— DIRECTIONS FOR THIS TASK —
From the first line of the material through the line that holds "function fillPath(path, color)", repeat each line exactly and skip any picture.
----
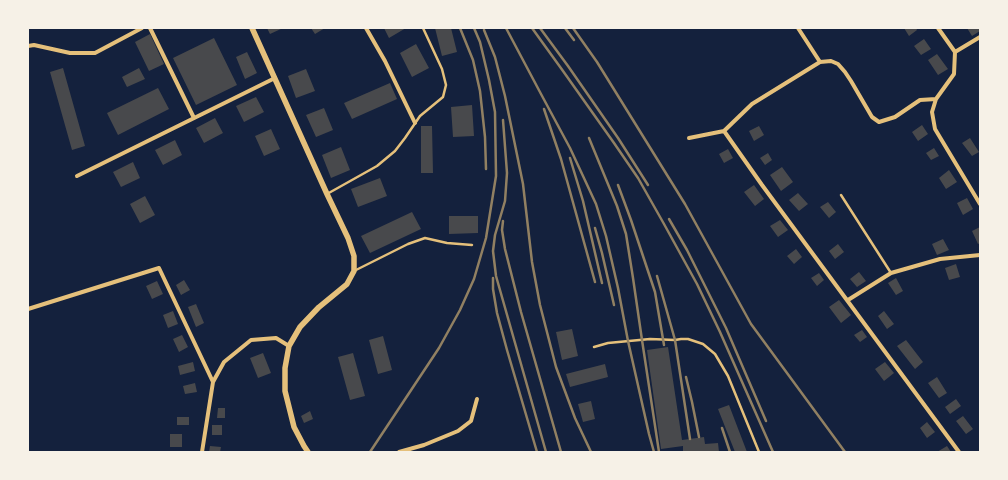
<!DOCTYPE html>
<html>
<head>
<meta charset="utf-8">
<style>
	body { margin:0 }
	#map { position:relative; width:1008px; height:480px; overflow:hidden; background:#14213d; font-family:"Fira Sans",sans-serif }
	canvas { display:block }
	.frame { position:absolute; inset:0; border:29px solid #f6f1e7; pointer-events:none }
</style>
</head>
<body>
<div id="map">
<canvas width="1008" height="480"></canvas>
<div class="frame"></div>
</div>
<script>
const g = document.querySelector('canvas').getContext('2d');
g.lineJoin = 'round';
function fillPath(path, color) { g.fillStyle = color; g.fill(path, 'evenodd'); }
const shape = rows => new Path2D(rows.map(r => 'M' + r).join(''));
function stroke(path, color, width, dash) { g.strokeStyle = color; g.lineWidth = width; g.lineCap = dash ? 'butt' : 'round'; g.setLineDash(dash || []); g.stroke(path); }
fillPath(shape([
	[267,28,283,28,270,34],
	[311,28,325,28,315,34],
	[384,28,406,28,389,38],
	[435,28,451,28,457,52,442,56],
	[904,28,916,28,917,30,909,36],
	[967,28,980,28,980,31,972,36],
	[150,34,164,64,149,71,135,42],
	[214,38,237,85,196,105,173,58],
	[924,39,931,49,921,55,914,46],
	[416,44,429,68,412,77,400,53],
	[247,52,257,73,245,79,236,57],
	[937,54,948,69,938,75,928,60],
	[63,68,85,146,72,150,50,72],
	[139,68,145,79,127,87,122,77],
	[306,69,315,91,296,98,288,76],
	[390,83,397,99,352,119,344,103],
	[158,88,169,109,118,135,107,113],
	[256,97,264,112,244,122,236,106],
	[472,105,474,136,453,137,451,107],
	[324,108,333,130,316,137,306,115],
	[215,118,223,133,204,143,196,128],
	[922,125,928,134,918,141,912,132],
	[421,126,432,126,433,173,421,173],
	[759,126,764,135,754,141,749,131],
	[271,129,280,149,264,156,255,136],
	[970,138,979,152,972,156,962,143],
	[175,140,182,155,163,165,155,150],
	[341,147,350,170,331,178,322,155],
	[934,148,939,156,931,160,926,153],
	[728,149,733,158,724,163,719,154],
	[768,153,772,160,765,165,760,158],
	[133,162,140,178,121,187,113,172],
	[782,167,793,182,781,191,770,175],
	[949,170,957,182,946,189,939,178],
	[380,178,387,196,358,207,351,189],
	[754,185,764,199,755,206,744,192],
	[798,193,808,204,799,211,789,200],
	[145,196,155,215,140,223,130,204],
	[967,198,973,209,963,215,957,203],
	[828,202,836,212,829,218,820,207],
	[412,212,421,229,370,253,361,236],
	[449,216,478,216,478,233,449,234],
	[780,220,788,230,778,237,770,226],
	[980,227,980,243,978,244,972,231],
	[943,239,949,250,937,255,932,244],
	[838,244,844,252,835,259,829,251],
	[796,249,802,257,794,264,787,256],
	[956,264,960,277,949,280,945,268],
	[859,272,866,281,857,287,850,279],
	[819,273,824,280,817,286,811,278],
	[896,278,903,291,896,295,888,283],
	[184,280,190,290,181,295,176,285],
	[157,281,163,294,152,299,146,286],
	[839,300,851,315,841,323,829,307],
	[196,304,204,323,196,327,188,307],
	[173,311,178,324,168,328,163,315],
	[884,311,894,324,887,329,878,316],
	[572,329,578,356,562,360,556,332],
	[862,330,867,337,860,342,854,335],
	[182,335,188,347,179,352,173,339],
	[383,336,392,370,378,374,369,340],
	[906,340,923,362,915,369,897,346],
	[668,347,682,440,704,437,705,444,718,443,719,452,683,452,683,446,661,449,647,350],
	[263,353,271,373,258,378,250,358],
	[353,353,365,396,350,400,338,357],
	[193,362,195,371,180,375,178,366],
	[885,362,894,373,884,381,875,369],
	[605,364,608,377,570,387,566,374],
	[937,377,947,393,939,398,928,383],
	[195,383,197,392,185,394,183,386],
	[956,399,961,406,950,414,945,407],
	[591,401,595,419,583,422,578,404],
	[729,405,747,452,735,452,718,409],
	[218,408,225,408,225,418,217,418],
	[310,411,313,419,304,423,301,416],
	[963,416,973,429,966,434,956,421],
	[177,417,189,417,189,425,177,425],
	[927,422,935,432,927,438,920,428],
	[212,425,222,425,222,435,212,435],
	[170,434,182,434,182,447,170,447],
	[210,446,221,447,220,452,209,452],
	[947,446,951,452,937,452]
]), '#48494c');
stroke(shape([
	[327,194,377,166,395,151,405,138,420,116,443,97,446,85,442,69,423,28],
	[841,195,891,273],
	[354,271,408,244,425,238,447,243,472,245],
	[594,347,608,343,650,339,675,340,681,339,688,339,703,344,715,354,728,376,759,452]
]), '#e5c07b', 2.5);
stroke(shape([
	[150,28,194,118],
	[366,28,385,61,415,123],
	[798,28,820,62,831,61,838,64,845,72,851,81,872,117,879,122,895,117,920,100,936,99],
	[938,28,955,52,954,74,936,99,932,112,935,129,980,204],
	[28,46,34,45,70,53,95,53,142,28],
	[955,52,980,37],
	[724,131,762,185,959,452],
	[689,138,724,131,752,104,820,62],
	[77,176,275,78],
	[848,300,891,273,940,259,980,255],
	[28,309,159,268,213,382],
	[202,452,213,382,224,362,251,340,276,338,289,346],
	[399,452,424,445,458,431,471,421,477,399]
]), '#e5c07b', 4);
stroke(shape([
	[252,28,327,194,348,238,354,256,354,271,347,284,319,307,300,327,289,346,285,368,285,391,294,427,304,446,308,452]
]), '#e5c07b', 5.5);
stroke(shape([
	[460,28,473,60,480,91,485,137,486,169],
	[506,28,541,94,570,148,596,204,606,236,618,288,628,341,649,434,654,452],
	[532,28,563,71,614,143,638,178,664,224,697,284,720,332,773,452],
	[540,28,568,66,618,138,648,185],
	[565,28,574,40],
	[573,28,597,62,685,204,751,324,845,452],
	[484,30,495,57,505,96,523,184,532,262,540,305,556,367,575,418,591,452],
	[544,109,561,159,595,282],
	[503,120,507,173,505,201,495,235,493,251,496,276,546,452],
	[589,138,617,206,626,234,633,278,642,340,659,452],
	[570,158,583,201,602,283],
	[618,185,631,220,655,292,664,345],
	[669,219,687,250,726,328,766,421],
	[503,221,502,230,505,249,521,312,561,452],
	[595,228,602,253,614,305],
	[657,276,675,340,690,439],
	[493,278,493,289,497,313,507,350,537,452],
	[686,377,692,402,699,437],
	[722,428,730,452],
	[370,452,439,348,460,310,474,279,486,238,496,176,495,112,489,80,480,42,474,28]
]), '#918062', 2.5);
</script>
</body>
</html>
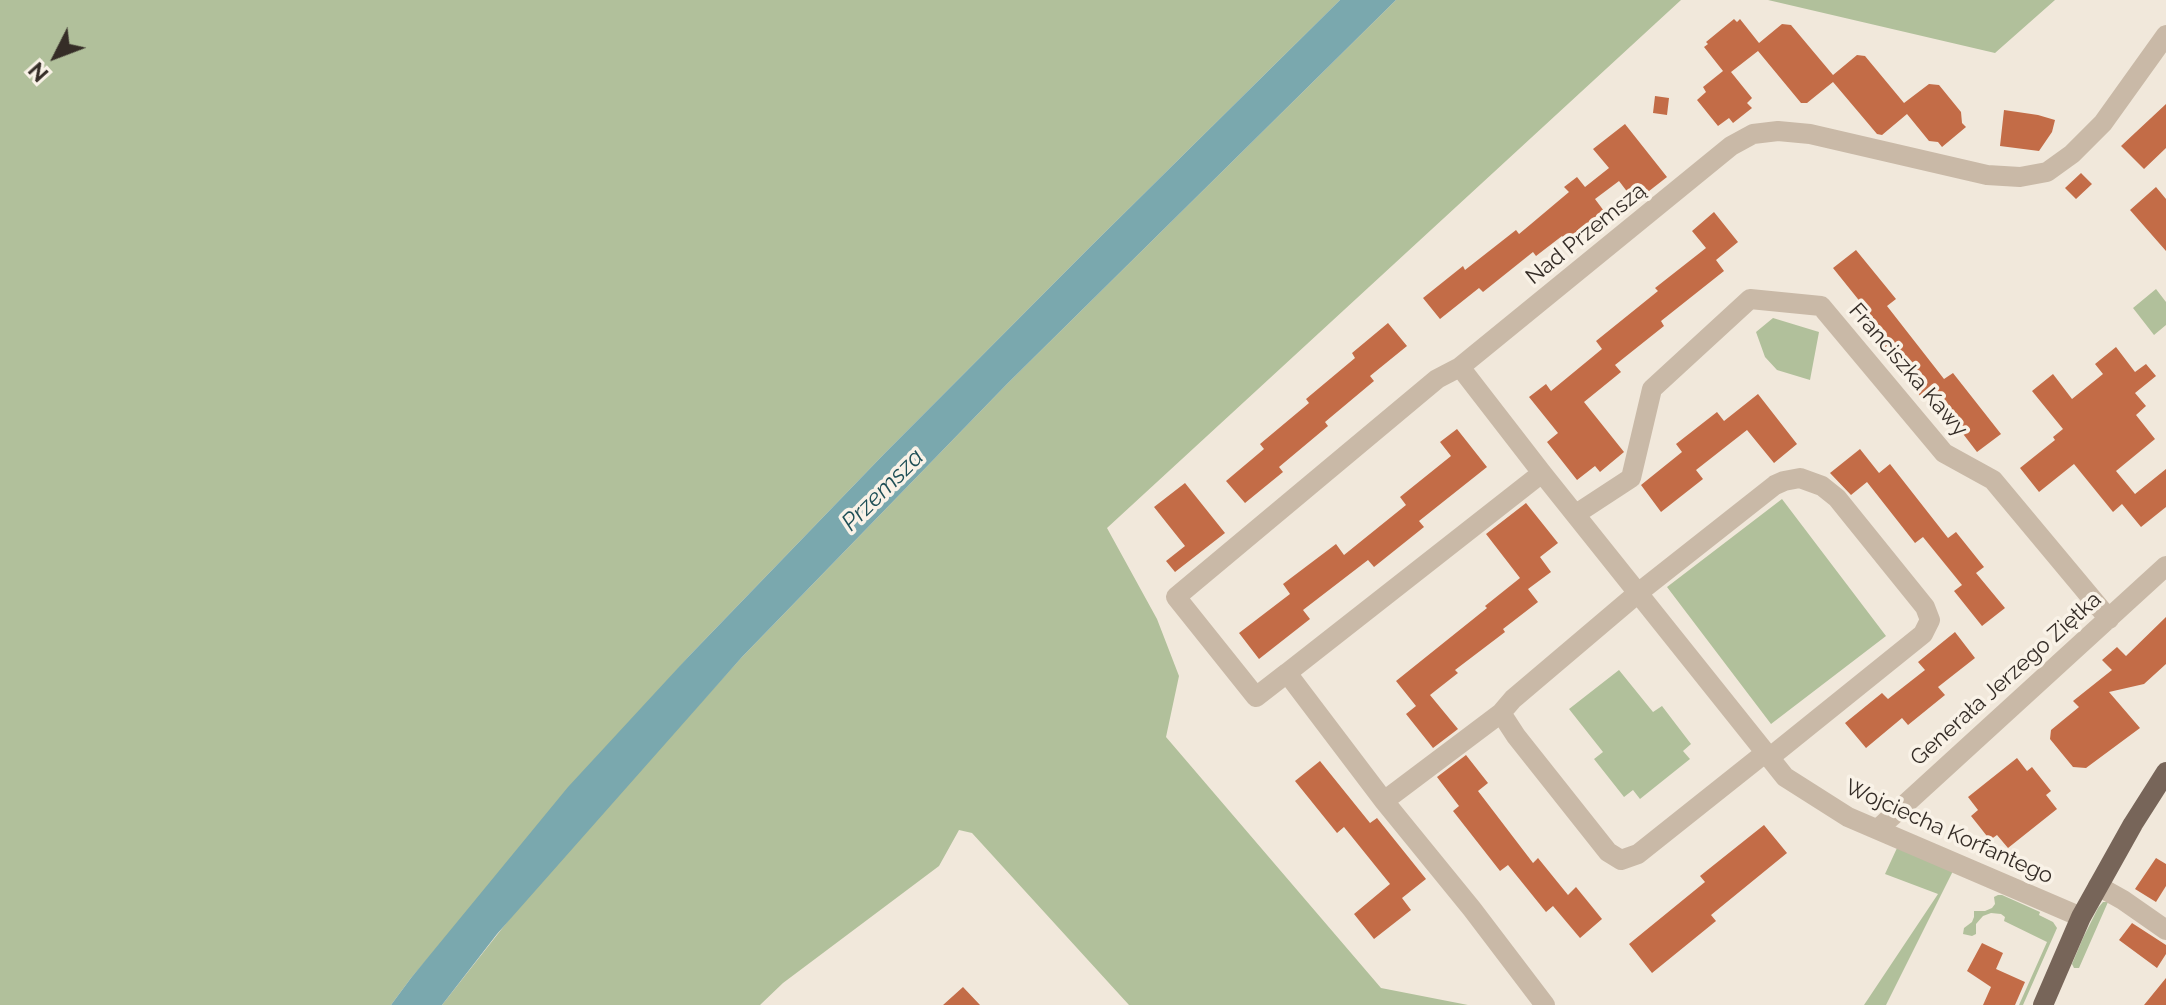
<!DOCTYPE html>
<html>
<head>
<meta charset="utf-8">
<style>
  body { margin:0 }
  #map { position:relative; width:2166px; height:1005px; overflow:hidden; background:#f1e8db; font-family:Raleway,sans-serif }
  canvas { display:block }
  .north { position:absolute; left:16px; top:16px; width:80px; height:80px; -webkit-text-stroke:6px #f9f2e7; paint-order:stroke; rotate:228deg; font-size:22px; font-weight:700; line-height:32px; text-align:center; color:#352d27 }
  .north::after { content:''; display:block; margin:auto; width:28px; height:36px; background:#352d27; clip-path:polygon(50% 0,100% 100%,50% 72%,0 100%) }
</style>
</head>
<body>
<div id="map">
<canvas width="2166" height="1005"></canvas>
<div class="north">N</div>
</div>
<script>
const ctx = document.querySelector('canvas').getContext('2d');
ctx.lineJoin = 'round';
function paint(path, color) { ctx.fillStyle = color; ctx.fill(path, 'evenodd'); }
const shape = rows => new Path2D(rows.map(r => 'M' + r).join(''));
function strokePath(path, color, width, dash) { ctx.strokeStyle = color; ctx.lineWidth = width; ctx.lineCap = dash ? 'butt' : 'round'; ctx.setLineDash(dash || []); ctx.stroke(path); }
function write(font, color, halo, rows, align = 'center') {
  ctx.font = font + ' Raleway,sans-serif'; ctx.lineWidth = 7; ctx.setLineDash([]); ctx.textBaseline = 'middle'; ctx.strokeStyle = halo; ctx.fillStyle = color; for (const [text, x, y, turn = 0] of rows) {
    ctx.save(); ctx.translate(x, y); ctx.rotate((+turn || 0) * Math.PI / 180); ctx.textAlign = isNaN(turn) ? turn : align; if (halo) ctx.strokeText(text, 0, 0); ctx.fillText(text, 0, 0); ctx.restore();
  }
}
const green = shape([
  [0,0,1340,0,1090,247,884,454,690,655,411,978,391,1005,0,1005],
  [1396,0,1681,0,1107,528,1157,619,1179,676,1166,737,1381,988,1468,1005,1129,1005,972,833,959,830,939,866,783,983,760,1005,442,1005,537,884,742,657,1008,383],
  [1768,0,2055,0,1995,53],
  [2156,289,2166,302,2166,325,2154,335,2133,308],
  [1773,318,1819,332,1810,380,1777,370,1765,357,1756,332],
  [1782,499,1886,636,1771,724,1667,587],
  [1619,670,1653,712,1662,706,1691,744,1683,751,1690,759,1640,799,1633,790,1624,797,1594,759,1603,752,1569,709],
  [1897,848,1955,867,1886,1005,1864,1005,1938,894,1885,874],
  [1998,895,2002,895,2040,912,2039,915,2053,922,2057,928,2023,1005,2019,1005,2047,942,2004,921,2005,917,2001,914,1991,913,1983,916,1976,924,1976,934,1972,936,1963,934,1964,928,1972,922,1974,917,1974,911,1985,911,1992,908,1995,904,1994,897],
  [2103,902,2108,902,2079,968,2074,968,2072,964,2083,938,2098,908]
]);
const water = shape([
  [1340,0,1396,0,1008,383,742,657,497,934,442,1005,391,1005,411,978,568,787,690,655,884,454,1090,247]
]);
const building = shape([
  [1734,19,1737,22,1740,19,1759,43,1782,24,1791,25,1833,75,1857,55,1865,56,1904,103,1929,84,1939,85,1961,112,1962,123,1966,127,1942,147,1938,142,1929,141,1907,114,1882,135,1877,134,1833,82,1807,103,1801,103,1758,51,1731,72,1752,98,1747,103,1752,108,1733,123,1729,118,1718,126,1697,100,1706,92,1703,87,1723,71,1704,47,1708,44,1706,42],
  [1655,96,1669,98,1667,115,1653,113],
  [2166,104,2166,148,2144,169,2121,146],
  [2004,110,2038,115,2055,120,2052,132,2039,151,2000,146],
  [1625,124,1667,177,1635,202,1619,181,1595,199,1604,211,1598,216,1601,220,1570,245,1562,236,1536,256,1533,252,1483,292,1479,288,1440,319,1423,298,1463,266,1465,270,1516,230,1519,234,1531,224,1569,192,1564,187,1577,177,1585,187,1609,168,1593,149],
  [2081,173,2092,184,2076,199,2065,188],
  [2156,187,2166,199,2166,251,2130,210],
  [1714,212,1738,242,1716,260,1724,271,1661,321,1664,326,1615,365,1621,372,1584,402,1624,452,1600,472,1595,466,1577,480,1547,442,1558,433,1529,397,1546,384,1551,391,1602,349,1596,341,1658,291,1655,288,1706,248,1692,231],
  [1856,250,1896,299,1887,306,1944,379,1953,373,2001,434,1977,452,1930,391,1921,397,1874,336,1882,329,1833,268],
  [1388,323,1407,346,1370,376,1374,381,1325,422,1328,426,1279,467,1283,472,1245,503,1226,481,1264,449,1260,444,1309,403,1306,399,1355,358,1352,353],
  [2116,347,2135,372,2146,364,2156,376,2135,393,2146,406,2136,415,2155,439,2116,471,2135,494,2166,469,2166,507,2141,527,2122,504,2113,512,2074,464,2039,492,2020,468,2055,440,2053,437,2063,429,2032,391,2053,374,2072,399,2103,374,2095,364],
  [1758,394,1797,444,1774,463,1747,430,1696,470,1703,479,1661,512,1641,485,1682,452,1676,444,1717,412,1724,421],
  [1457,429,1487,467,1419,521,1424,527,1374,567,1368,560,1303,610,1310,619,1259,659,1239,633,1290,594,1283,584,1336,544,1344,555,1406,505,1400,497,1451,456,1440,442],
  [1860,449,1879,473,1890,464,1948,538,1956,532,1984,567,1976,573,2005,608,1982,626,1954,591,1962,585,1923,537,1915,543,1867,482,1851,495,1830,473],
  [1185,483,1225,533,1175,572,1166,561,1185,546,1154,507],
  [1526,503,1558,543,1540,557,1551,572,1528,589,1538,602,1503,629,1505,632,1455,670,1458,673,1430,695,1458,729,1433,748,1406,714,1416,706,1396,681,1487,608,1485,606,1520,578,1486,534],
  [2166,617,2166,664,2144,684,2109,692,2140,728,2086,768,2073,767,2050,739,2051,730,2079,707,2073,701,2112,670,2102,660,2117,647,2126,656],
  [1955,632,1975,658,1938,687,1945,695,1908,725,1902,718,1866,748,1845,723,1882,693,1888,699,1925,670,1918,662],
  [1466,755,1488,783,1478,791,1533,863,1538,858,1568,895,1576,887,1602,919,1580,938,1553,906,1546,912,1508,865,1500,871,1453,811,1459,806,1437,777],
  [2017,758,2027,771,2032,767,2051,791,2046,795,2057,809,2008,848,1997,835,1990,840,1979,826,1971,816,1978,810,1968,797],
  [1320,761,1370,823,1377,818,1426,879,1402,898,1411,910,1374,939,1354,914,1390,884,1344,827,1337,833,1295,781],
  [1764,825,1787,853,1711,915,1716,921,1652,973,1629,944,1705,882,1700,876],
  [2156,858,2166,864,2166,886,2156,902,2135,889],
  [2132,923,2166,945,2166,954,2157,968,2119,940],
  [1982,943,2003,953,1996,969,2025,982,2015,1005,1983,1005,1991,987,1967,971],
  [2166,978,2166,1005,2144,1005],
  [963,987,980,1005,943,1005]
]);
const minor = shape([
  [1460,367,1542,473,1785,777,1848,817,2081,917],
  [1576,514,1631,478,1652,389,1750,299,1821,306,1944,453,1993,480,2109,619],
  [1287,673,1256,697,1176,597,1437,379,1460,367,1731,146,1753,134,1778,131,1810,134,1987,175,2020,177,2047,172,2072,154,2103,123,2166,35],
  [1501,713,1384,801,1472,909,1545,1005],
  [1765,753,1638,854,1621,860,1608,852,1516,736,1501,713,1513,699,1638,593,1775,485,1784,481,1800,478,1822,486,1837,498,1925,607,1930,620,1923,634,1769,758],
  [1384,801,1287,673,1542,473],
  [1878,829,2166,566],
  [2098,886,2123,900,2166,930]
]);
const major = shape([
  [2043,1005,2081,917,2133,824,2166,772]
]);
const streetNames = [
  ["Nad Przemszą",1586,234,-39],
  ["Franciszka Kawy",1908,370,49],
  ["Generała Jerzego Ziętka",2006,679,-42],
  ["Wojciecha Korfantego",1949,832,24]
];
const waterNames = [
  ["Przemsza",883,490,-45]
];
paint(green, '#b1c09b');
paint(water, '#7aa8ae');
paint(building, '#c36c47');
strokePath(minor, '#c9b9a7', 20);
strokePath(major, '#776559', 20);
write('22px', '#352d27', '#f9f2e7', streetNames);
write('italic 24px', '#1e4f56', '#f9f2e7', waterNames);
</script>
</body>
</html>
----
— SOLUTION FOR THIS PROBLEM —
<!DOCTYPE html>
<html>
<head>
<meta charset="utf-8">
<style>
	body { margin:0 }
	#map { position:relative; width:1008px; height:480px; overflow:hidden; background:#14213d; font-family:"Fira Sans",sans-serif }
	canvas { display:block }
	.frame { position:absolute; inset:0; border:29px solid #f6f1e7; pointer-events:none }
</style>
</head>
<body>
<div id="map">
<canvas width="1008" height="480"></canvas>
<div class="frame"></div>
</div>
<script>
const g = document.querySelector('canvas').getContext('2d');
g.lineJoin = 'round';
function fillPath(path, color) { g.fillStyle = color; g.fill(path, 'evenodd'); }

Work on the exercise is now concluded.